Ich hatte mehr Glück, als mir zustand. Einen Job, eine Frau und ein Haus. Glück? Nein, dieses Gefühl kannte ich schon lange nicht mehr. Und war es wirklich ‘Glück’ in einem stabilen Umfeld zu leben? Wäre ich nicht schon viel früher bereit gewesen zu kapitulieren wenn ich einsam, verlassen und ohne Geld irgendwo vor mich hin vegetieren würde? Dann nämlich wären die beiden Wege vor mir klar definiert gewesen: zu Tode saufen oder eine Therapie. Das Ende wäre in jedem Falle früher gekommen. Das Glück, ein intaktes Umfeld zu haben, würde sich erst am Ende zeigen.
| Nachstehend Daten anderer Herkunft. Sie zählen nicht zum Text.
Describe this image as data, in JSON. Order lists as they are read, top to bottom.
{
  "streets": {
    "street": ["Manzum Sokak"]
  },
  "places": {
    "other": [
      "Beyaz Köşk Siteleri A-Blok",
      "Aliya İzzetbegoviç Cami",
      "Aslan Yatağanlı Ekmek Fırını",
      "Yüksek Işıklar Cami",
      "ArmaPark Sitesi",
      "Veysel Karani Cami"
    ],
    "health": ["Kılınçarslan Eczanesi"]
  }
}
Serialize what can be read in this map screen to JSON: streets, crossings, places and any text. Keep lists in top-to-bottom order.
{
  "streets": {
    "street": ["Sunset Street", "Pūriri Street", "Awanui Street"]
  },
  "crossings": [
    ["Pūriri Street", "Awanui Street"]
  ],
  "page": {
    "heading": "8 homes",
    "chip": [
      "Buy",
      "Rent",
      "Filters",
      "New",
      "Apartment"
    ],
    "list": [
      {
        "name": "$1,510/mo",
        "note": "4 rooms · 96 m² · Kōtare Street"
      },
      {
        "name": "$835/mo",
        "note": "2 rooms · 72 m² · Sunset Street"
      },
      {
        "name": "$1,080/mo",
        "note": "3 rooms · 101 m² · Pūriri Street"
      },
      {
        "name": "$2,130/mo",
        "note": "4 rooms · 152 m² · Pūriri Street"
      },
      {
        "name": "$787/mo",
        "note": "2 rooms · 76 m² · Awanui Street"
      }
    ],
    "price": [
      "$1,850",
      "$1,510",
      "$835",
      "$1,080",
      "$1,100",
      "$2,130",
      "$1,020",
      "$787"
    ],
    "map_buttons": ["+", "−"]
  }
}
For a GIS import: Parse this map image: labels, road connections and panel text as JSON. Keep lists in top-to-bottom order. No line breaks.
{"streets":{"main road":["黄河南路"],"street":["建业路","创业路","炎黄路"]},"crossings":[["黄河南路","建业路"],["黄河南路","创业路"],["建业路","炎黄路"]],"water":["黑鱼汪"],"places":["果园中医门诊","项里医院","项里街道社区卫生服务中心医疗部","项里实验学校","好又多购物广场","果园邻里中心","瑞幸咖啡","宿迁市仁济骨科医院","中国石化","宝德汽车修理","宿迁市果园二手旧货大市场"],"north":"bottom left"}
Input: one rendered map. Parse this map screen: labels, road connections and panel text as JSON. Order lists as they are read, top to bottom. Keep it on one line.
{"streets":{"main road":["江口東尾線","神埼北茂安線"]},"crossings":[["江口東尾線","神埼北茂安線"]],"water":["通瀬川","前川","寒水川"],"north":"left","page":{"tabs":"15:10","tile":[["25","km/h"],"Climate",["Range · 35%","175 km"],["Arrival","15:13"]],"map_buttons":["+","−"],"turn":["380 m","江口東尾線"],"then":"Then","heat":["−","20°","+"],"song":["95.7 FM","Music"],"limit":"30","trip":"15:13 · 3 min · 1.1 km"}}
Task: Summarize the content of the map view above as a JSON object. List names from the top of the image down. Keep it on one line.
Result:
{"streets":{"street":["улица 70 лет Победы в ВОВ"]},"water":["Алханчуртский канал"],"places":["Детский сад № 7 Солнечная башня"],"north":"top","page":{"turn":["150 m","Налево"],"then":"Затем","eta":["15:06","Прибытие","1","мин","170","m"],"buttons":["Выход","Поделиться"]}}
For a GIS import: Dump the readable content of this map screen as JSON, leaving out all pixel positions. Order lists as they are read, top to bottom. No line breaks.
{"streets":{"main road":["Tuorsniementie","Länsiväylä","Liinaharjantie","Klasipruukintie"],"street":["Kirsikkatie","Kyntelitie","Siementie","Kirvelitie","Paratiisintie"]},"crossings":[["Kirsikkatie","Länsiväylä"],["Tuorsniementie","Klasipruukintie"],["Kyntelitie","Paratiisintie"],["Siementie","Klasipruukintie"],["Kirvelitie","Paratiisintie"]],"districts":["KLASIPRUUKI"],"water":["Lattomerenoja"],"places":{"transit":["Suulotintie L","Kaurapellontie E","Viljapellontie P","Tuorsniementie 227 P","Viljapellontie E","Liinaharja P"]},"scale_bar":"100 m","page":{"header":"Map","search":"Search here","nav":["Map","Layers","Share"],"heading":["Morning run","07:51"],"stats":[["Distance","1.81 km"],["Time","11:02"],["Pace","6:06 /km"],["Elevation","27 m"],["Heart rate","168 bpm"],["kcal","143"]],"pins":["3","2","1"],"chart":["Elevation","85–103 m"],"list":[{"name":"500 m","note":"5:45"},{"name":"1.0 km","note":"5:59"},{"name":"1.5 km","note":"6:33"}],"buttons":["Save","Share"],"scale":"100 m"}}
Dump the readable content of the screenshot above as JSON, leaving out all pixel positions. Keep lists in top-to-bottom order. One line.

Aber ich war ja sicher, dass ich das irgendwann schaffen würde. Warum konnten alle anderen denn trinken und keinen störte das? Und so ‘funktionierte’ ich. Ich tat brav alles, was man mir sagte, arbeitete gerne länger. Nur nicht auffallen und immer auf der Suche nach dem Augenblick, in dem ich mich heimlich mit meinem Freund, dem Alkohol, traf. Die Zeit zwischen den Abstürzen wurde immer kürzer, die Mengen, die ich vertrug wurden immer weniger. Nachdem ich eines Tages meine Mutter besuchte und deprimiert nach Hause fuhr, brach ich betrunken vor unserer Haustür zusammen und meine Frau schleppte mich mit Hilfe einer Nachbarin in die Wohnung. Wie mein Vater. Es war soweit.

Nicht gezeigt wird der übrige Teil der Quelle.